• PROBLEM: Find the string "fractalNoise" in the entries and copy each line that has it.

Stored items from a collection
Segment Open

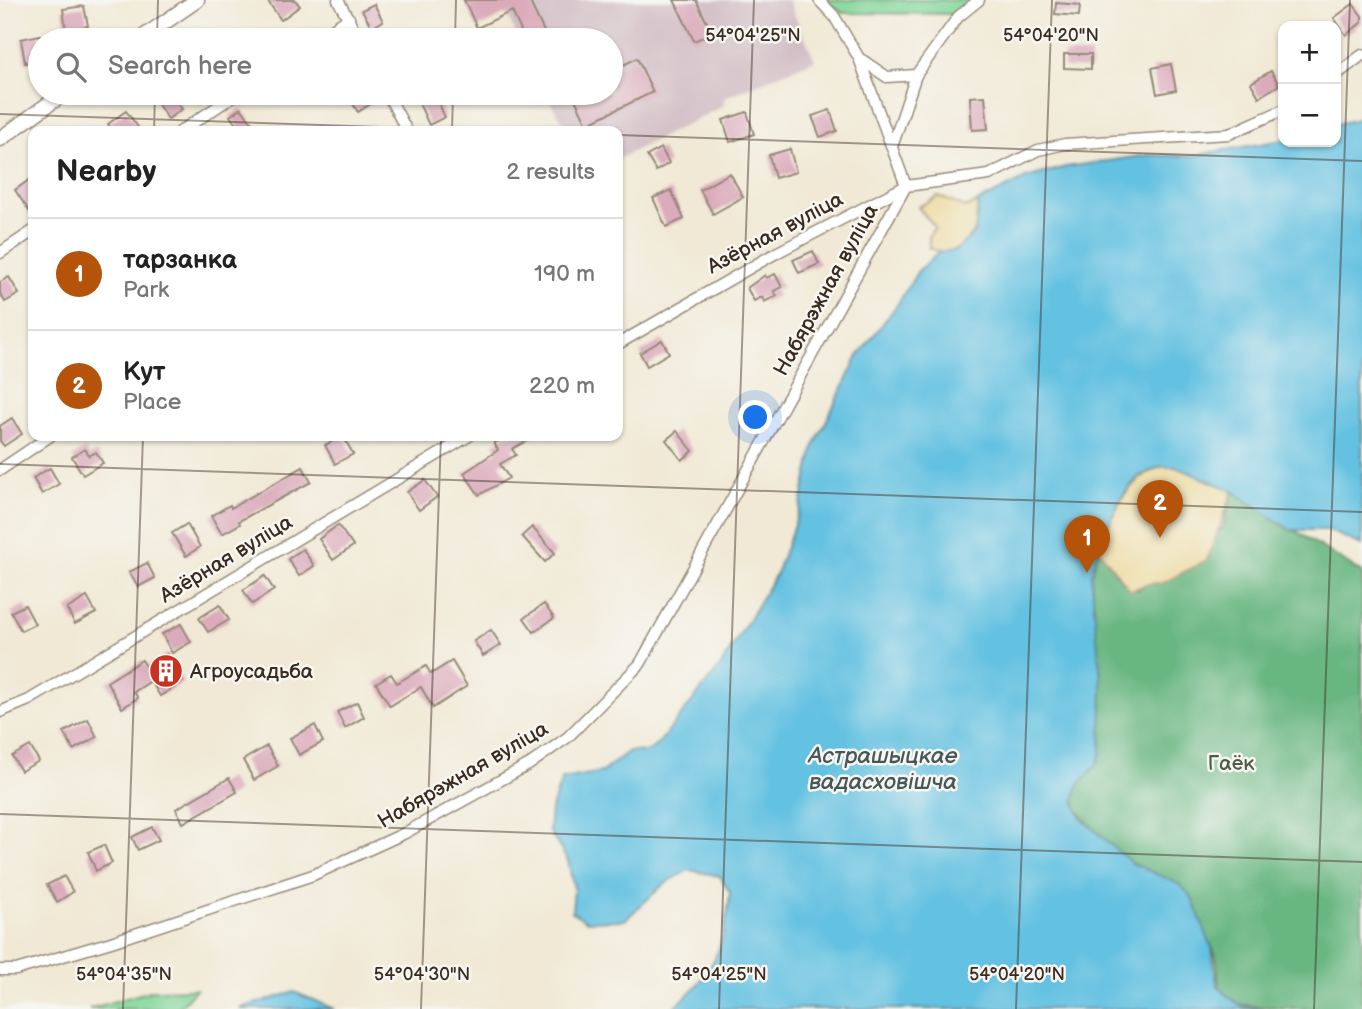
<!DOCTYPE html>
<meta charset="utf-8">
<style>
:root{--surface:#fff;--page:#f2f2f2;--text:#222;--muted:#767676;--line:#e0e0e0;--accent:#b45309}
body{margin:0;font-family:"Balsamiq Sans",sans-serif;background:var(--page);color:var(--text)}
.controls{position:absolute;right:21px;top:21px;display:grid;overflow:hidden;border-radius:14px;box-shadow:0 2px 5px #0004}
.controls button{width:63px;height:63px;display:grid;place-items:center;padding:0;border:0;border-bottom:2px solid var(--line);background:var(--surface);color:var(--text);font:35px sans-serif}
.you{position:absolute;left:756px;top:418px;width:24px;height:24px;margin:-18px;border:5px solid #fff;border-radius:50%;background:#1a73e8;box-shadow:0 0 0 10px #1a73e833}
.badge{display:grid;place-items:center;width:46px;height:46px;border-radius:50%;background:var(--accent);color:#fff;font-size:23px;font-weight:700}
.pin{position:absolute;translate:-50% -58px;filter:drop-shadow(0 2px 4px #0008)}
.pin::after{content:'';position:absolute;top:37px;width:24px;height:21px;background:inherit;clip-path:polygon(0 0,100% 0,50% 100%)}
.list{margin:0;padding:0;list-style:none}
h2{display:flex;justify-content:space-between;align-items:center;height:91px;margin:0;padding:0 28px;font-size:30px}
h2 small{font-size:23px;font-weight:400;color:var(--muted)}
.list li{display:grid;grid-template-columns:46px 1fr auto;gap:21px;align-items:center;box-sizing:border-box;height:112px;padding:0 28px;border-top:2px solid var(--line)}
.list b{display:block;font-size:26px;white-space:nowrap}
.list p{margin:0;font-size:23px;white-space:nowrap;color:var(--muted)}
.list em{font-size:23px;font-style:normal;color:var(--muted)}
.icon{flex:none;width:38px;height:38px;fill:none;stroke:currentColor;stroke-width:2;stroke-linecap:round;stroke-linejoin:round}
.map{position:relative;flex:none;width:1362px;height:1009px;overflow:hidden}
.search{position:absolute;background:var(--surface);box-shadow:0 2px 5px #0004;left:28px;top:28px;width:595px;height:77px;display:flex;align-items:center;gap:18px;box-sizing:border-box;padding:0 24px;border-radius:38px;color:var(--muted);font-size:26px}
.panel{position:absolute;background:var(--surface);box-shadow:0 2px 5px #0004;left:28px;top:126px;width:595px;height:315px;border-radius:14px}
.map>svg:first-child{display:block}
.industrial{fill:#d2bec5}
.green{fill:#7fd598;stroke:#5d805b;stroke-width:2}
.forest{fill:#67b680;stroke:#51704f;stroke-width:2}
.sand{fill:#eeda9e;stroke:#94825e;stroke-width:2}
.water{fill:#63c1e1;stroke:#4f7680;stroke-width:2}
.building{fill:#dbaabb}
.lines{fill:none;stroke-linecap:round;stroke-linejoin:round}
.minor-casing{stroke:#968a7a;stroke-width:13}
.tertiary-casing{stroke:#968a7a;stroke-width:17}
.minor{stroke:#fff;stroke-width:10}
.tertiary{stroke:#fff;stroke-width:14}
.ticks{fill:none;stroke:#3b2a1e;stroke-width:2;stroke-opacity:0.45}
.labels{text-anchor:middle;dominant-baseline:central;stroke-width:5;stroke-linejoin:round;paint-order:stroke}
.street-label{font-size:21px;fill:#3b2a1e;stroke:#f6f6f2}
.poi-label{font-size:21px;fill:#3b2a1e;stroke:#f6f6f2;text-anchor:start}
.park-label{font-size:21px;fill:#4f5d43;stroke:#f6f6f2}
.water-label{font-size:23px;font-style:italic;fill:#475758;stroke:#f6f6f2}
.ticks-label{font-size:18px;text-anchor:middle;fill:#3b2a1e;stroke:#f6f6f2;stroke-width:5;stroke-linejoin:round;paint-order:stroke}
</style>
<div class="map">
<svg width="1362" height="1009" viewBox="0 0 1362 1009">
<rect width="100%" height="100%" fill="#f6f6f2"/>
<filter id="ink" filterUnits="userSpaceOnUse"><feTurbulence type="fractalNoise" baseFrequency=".0143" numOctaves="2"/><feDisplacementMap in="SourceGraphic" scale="14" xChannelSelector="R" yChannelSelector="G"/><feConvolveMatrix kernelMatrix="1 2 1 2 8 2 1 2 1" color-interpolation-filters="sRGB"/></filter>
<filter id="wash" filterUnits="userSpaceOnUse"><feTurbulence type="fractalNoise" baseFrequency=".00686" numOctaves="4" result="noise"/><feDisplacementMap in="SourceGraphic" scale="28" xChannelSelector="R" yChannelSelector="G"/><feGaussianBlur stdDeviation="1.57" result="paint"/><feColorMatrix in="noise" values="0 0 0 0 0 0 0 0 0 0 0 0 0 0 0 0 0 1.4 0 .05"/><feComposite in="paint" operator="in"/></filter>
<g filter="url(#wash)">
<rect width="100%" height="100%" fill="#f1e9d5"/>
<!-- industrial -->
<polygon class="industrial" points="500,0 788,0 815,60 725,97 723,106 618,159 618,131 569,131 544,93 611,93 611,40 519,40"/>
<!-- green -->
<g class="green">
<polygon points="824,0 976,0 965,10 951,14 843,13"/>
<polygon points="196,989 178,1009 88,1009 154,990"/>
</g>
<!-- forest -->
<path class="forest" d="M1233,491L1362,573V1009C1334,1009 1263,1009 1240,1004C1206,988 1225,970 1212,947C1201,928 1179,911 1165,896C1149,879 1074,817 1074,801C1073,787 1087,776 1096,766L1091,577L1098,549L1122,581L1137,590L1146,584L1163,583L1223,527Z"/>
<!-- sand -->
<g class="sand">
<path d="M938,196L965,208L978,202C977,210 978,222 975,230C968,249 946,256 929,248V236L935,227L918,207Z"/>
<path d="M1159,467H1177L1233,491L1207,560L1163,583L1146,584L1131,591L1098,549C1115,513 1121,485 1159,467Z"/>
</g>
<!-- water -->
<g class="water">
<path d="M1362,118V545L1327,530H1290L1233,491L1177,467H1159L1138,477L1121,498L1098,549L1091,577L1102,688L1101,754L1096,766L1078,785L1074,801L1081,818L1131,863L1179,884L1191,896L1212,948L1217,984L1227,996L1242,1006L1263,1009H672C715,974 724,947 730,893L720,876L689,870L664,884L625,920L587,921L572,912L574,888L568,861L549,831L551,809L562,779L602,772L629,751L647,752L658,744L722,664L776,574L800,509L814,446L858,356L897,305L918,271L939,252L956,250L975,232L978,202L1026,178L1066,167L1148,155L1191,156L1283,140L1336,142V124Z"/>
<polygon points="294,992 335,1009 239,1009 244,1007"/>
</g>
<g id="blocks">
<!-- building -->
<g class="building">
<polygon points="267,0 295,0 300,6 281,20"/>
<polygon points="464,0 529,0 548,40 525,40 512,11 477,28"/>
<polygon points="674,0 696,0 712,33 694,41"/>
<polygon points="1056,3 1080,5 1079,16 1055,14"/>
<polygon points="374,4 383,21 372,28 362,10"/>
<polygon points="1353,4 1362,16 1362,22 1346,35 1334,18"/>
<polygon points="84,6 88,26 66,30 63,9"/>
<polygon points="40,35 40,60 25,63 21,39"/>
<polygon points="1064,54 1091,54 1091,69 1064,68"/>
<polygon points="637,58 653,92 587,124 572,93 611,93 611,71"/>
<polygon points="1171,64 1176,90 1157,94 1152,68"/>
<polygon points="1271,71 1279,85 1259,97 1251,83"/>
<polygon points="150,93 171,93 182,109 168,119"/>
<polygon points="363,93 370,93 375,101 358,112 351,101"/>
<polygon points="434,93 445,117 429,125 417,99"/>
<polygon points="985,96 988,129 972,130 970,97"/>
<polygon points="241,108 255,127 250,131 241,131 230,116"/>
<polygon points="830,110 837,131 820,137 812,116"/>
<polygon points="126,111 141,131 113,131 108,124"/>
<polygon points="747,112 754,134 730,142 723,120"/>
<polygon points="661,148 669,163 656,171 647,156"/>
<polygon points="790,149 796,172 775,178 769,155"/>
<polygon points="730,173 743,197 713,214 700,190"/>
<polygon points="29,180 33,187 33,217 15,190"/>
<polygon points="671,190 684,219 666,227 653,198"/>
<polygon points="813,251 819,264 799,273 793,260"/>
<polygon points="775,274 782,287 774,291 777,296 764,302 762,297 754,301 747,288 765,275 766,278"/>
<polygon points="9,277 19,294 5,302 0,293 0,282"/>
<polygon points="662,340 669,353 647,366 640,353"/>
<polygon points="12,418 22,434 4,446 0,441 0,426"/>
<polygon points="677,431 693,451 682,460 666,440"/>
<polygon points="343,436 353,454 335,464 325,445"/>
<polygon points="507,436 535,436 512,449 516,455 500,464 509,478 479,495 464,473 498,450 494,443"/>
<polygon points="85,449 89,456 96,452 103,463 83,475 72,457"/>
<polygon points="303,467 311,482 239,521 240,524 222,534 211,516 230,505 231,508"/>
<polygon points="50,468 59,484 42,494 33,478"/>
<polygon points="425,480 437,497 419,510 407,492"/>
<polygon points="187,524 200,547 186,556 172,533"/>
<polygon points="338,525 353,546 333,560 319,539"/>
<polygon points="532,527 555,553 545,562 522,536"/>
<polygon points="303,549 314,566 299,576 288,559"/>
<polygon points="147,563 155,578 138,587 129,572"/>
<polygon points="265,576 274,590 252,604 243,590"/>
<polygon points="87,597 96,613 75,624 67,609"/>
<polygon points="544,604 554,618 534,632 524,618"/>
<polygon points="25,605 35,624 21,631 11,612"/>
<polygon points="220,605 229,620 208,632 199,618"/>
<polygon points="181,624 191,642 172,653 162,634"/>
<polygon points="491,630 501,645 483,656 474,641"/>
<polygon points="167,654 183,682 160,696 151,681 134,692 138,698 122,708 107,682 142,660 146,667"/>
<polygon points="452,661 467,686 433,708 421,687 390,706 376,683 391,674 397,683 426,666 431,674"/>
<polygon points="357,702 364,717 345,728 337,712"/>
<polygon points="88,719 97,737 73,750 64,732"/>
<polygon points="315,725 323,742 299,755 290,738"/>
<polygon points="30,746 39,761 21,771 12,756"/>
<polygon points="267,746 278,766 254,780 243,760"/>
<polygon points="229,778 237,792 183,823 176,809"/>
<polygon points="152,827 159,840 138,850 132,837"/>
<polygon points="104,845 112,863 96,871 88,852"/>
<polygon points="64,876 73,892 57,902 47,885"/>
</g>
</g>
</g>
<g filter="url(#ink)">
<use href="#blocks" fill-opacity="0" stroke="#968a7a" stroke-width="2"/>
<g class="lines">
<!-- minor casing -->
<g class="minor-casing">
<g id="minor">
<polyline points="338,0 360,40"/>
<polyline points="316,40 349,18"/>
<polyline points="862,60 887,77 916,75"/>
<polyline points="1336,75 1362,55"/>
<polyline points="387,93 407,131"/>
<polyline points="181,131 238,93"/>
<polyline points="893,144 916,75 958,17 979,0"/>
<polyline points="0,253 33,231"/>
<polyline points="618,344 776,253 906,186 989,175 1038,150 1065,144 1229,134 1283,110"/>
<polyline points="0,470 50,436"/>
<polyline points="0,712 29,700 469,436"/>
<polyline points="0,970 16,970 111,942 313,875 403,834 530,764 568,737 640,664 906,186 859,58 834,16 819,0"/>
</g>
</g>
<!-- tertiary casing -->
<g class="tertiary-casing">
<g id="tertiary">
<polyline points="139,40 197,0"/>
<polyline points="0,139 64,93"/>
</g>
</g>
<!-- minor -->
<use href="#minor" class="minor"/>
<!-- tertiary -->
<use href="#tertiary" class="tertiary"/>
</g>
</g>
<!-- ticks -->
<path class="ticks" d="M157,40L158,0M455,40L456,0M0,114L499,131M154,131L155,93M452,131L453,93M618,135L1362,161M0,464L1362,512M0,814L1362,862M123,1009L143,436M421,1009L441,436M719,1009L754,0M1016,1009L1052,0M1314,1009L1350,0"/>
<!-- icons -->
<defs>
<g id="building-disc" transform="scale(1.75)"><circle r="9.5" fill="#c8321e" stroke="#f6f6f2"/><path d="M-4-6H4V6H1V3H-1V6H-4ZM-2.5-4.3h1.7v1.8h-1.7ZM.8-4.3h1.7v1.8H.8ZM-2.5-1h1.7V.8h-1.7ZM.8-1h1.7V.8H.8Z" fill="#fff"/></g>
</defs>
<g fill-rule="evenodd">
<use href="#building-disc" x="166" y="671"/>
</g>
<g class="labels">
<!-- street labels -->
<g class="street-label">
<text transform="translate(775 233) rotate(-28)">Азёрная вуліца</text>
<text transform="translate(826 290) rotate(-61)">Набярэжная вуліца</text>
<text transform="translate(226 559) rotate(-31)">Азёрная вуліца</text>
<text transform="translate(463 775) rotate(-30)">Набярэжная вуліца</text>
</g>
<!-- poi labels -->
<g class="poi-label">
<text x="190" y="671">Агроусадьба</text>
</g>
<!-- park labels -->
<g class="park-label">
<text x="1231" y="763">Гаёк</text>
</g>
<!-- water labels -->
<g class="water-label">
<text x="883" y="756">Астрашыцкае<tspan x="883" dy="26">вадасховішча</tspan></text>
</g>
</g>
<g class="ticks-label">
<text x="753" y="41">54°04'25"N</text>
<text x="1051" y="41">54°04'20"N</text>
<text x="124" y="980">54°04'35"N</text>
<text x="422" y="980">54°04'30"N</text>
<text x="719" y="980">54°04'25"N</text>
<text x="1017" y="980">54°04'20"N</text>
</g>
</svg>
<div class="controls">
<button>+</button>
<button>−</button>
</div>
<div class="you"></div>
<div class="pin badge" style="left:1087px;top:573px">1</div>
<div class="pin badge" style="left:1160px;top:538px">2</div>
<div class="search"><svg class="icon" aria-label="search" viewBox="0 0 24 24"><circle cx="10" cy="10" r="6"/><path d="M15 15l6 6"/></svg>Search here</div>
<section class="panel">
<h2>Nearby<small>2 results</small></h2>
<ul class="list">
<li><span class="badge">1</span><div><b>тарзанка</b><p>Park</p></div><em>190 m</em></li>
<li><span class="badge">2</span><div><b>Кут</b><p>Place</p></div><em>220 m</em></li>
</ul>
</section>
</div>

Segment Closed

• TASK SOLUTION:
<filter id="ink" filterUnits="userSpaceOnUse"><feTurbulence type="fractalNoise" baseFrequency=".0143" numOctaves="2"/><feDisplacementMap in="SourceGraphic" scale="14" xChannelSelector="R" yChannelSelector="G"/><feConvolveMatrix kernelMatrix="1 2 1 2 8 2 1 2 1" color-interpolation-filters="sRGB"/></filter>
<filter id="wash" filterUnits="userSpaceOnUse"><feTurbulence type="fractalNoise" baseFrequency=".00686" numOctaves="4" result="noise"/><feDisplacementMap in="SourceGraphic" scale="28" xChannelSelector="R" yChannelSelector="G"/><feGaussianBlur stdDeviation="1.57" result="paint"/><feColorMatrix in="noise" values="0 0 0 0 0 0 0 0 0 0 0 0 0 0 0 0 0 1.4 0 .05"/><feComposite in="paint" operator="in"/></filter>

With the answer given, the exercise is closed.